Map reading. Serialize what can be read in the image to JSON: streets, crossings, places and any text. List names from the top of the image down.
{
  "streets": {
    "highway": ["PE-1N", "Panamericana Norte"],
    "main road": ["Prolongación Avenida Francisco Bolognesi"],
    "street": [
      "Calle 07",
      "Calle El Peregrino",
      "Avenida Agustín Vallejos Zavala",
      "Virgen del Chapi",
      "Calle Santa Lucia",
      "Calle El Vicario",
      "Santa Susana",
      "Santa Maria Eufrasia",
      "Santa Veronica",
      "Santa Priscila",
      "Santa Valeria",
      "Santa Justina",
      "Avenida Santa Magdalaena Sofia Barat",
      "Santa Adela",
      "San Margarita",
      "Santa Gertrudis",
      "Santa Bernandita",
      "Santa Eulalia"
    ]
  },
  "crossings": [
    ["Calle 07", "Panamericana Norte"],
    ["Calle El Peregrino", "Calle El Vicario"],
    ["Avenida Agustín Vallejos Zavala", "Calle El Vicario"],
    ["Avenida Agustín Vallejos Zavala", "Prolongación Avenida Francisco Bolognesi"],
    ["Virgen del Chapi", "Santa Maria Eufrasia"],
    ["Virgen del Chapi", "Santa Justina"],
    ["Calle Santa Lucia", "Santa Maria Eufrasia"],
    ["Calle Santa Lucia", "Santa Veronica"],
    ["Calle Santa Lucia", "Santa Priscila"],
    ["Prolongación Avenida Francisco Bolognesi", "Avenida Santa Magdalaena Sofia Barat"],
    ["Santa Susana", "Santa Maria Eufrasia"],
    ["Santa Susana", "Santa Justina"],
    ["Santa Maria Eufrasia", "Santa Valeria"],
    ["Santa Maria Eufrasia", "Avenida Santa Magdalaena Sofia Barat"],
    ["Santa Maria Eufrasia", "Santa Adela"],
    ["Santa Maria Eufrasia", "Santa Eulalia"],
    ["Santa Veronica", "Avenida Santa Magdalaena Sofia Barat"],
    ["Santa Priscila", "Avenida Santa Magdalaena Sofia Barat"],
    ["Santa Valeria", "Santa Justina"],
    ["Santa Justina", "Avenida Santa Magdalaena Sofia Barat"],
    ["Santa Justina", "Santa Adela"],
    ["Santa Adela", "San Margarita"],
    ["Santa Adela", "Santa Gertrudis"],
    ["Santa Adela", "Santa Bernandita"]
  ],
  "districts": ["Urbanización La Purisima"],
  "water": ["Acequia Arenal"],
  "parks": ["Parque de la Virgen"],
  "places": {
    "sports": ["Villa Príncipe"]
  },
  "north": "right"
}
________________
- [Exercise goal]: All of the data above needs to be written out again, exactly.

- [Response area]:
Map reading. Serialize what can be read in the image to JSON: streets, crossings, places and any text. List names from the top of the image down.
{
  "streets": {
    "highway": ["PE-1N", "Panamericana Norte"],
    "main road": ["Prolongación Avenida Francisco Bolognesi"],
    "street": [
      "Calle 07",
      "Calle El Peregrino",
      "Avenida Agustín Vallejos Zavala",
      "Virgen del Chapi",
      "Calle Santa Lucia",
      "Calle El Vicario",
      "Santa Susana",
      "Santa Maria Eufrasia",
      "Santa Veronica",
      "Santa Priscila",
      "Santa Valeria",
      "Santa Justina",
      "Avenida Santa Magdalaena Sofia Barat",
      "Santa Adela",
      "San Margarita",
      "Santa Gertrudis",
      "Santa Bernandita",
      "Santa Eulalia"
    ]
  },
  "crossings": [
    ["Calle 07", "Panamericana Norte"],
    ["Calle El Peregrino", "Calle El Vicario"],
    ["Avenida Agustín Vallejos Zavala", "Calle El Vicario"],
    ["Avenida Agustín Vallejos Zavala", "Prolongación Avenida Francisco Bolognesi"],
    ["Virgen del Chapi", "Santa Maria Eufrasia"],
    ["Virgen del Chapi", "Santa Justina"],
    ["Calle Santa Lucia", "Santa Maria Eufrasia"],
    ["Calle Santa Lucia", "Santa Veronica"],
    ["Calle Santa Lucia", "Santa Priscila"],
    ["Prolongación Avenida Francisco Bolognesi", "Avenida Santa Magdalaena Sofia Barat"],
    ["Santa Susana", "Santa Maria Eufrasia"],
    ["Santa Susana", "Santa Justina"],
    ["Santa Maria Eufrasia", "Santa Valeria"],
    ["Santa Maria Eufrasia", "Avenida Santa Magdalaena Sofia Barat"],
    ["Santa Maria Eufrasia", "Santa Adela"],
    ["Santa Maria Eufrasia", "Santa Eulalia"],
    ["Santa Veronica", "Avenida Santa Magdalaena Sofia Barat"],
    ["Santa Priscila", "Avenida Santa Magdalaena Sofia Barat"],
    ["Santa Valeria", "Santa Justina"],
    ["Santa Justina", "Avenida Santa Magdalaena Sofia Barat"],
    ["Santa Justina", "Santa Adela"],
    ["Santa Adela", "San Margarita"],
    ["Santa Adela", "Santa Gertrudis"],
    ["Santa Adela", "Santa Bernandita"]
  ],
  "districts": ["Urbanización La Purisima"],
  "water": ["Acequia Arenal"],
  "parks": ["Parque de la Virgen"],
  "places": {
    "sports": ["Villa Príncipe"]
  },
  "north": "right"
}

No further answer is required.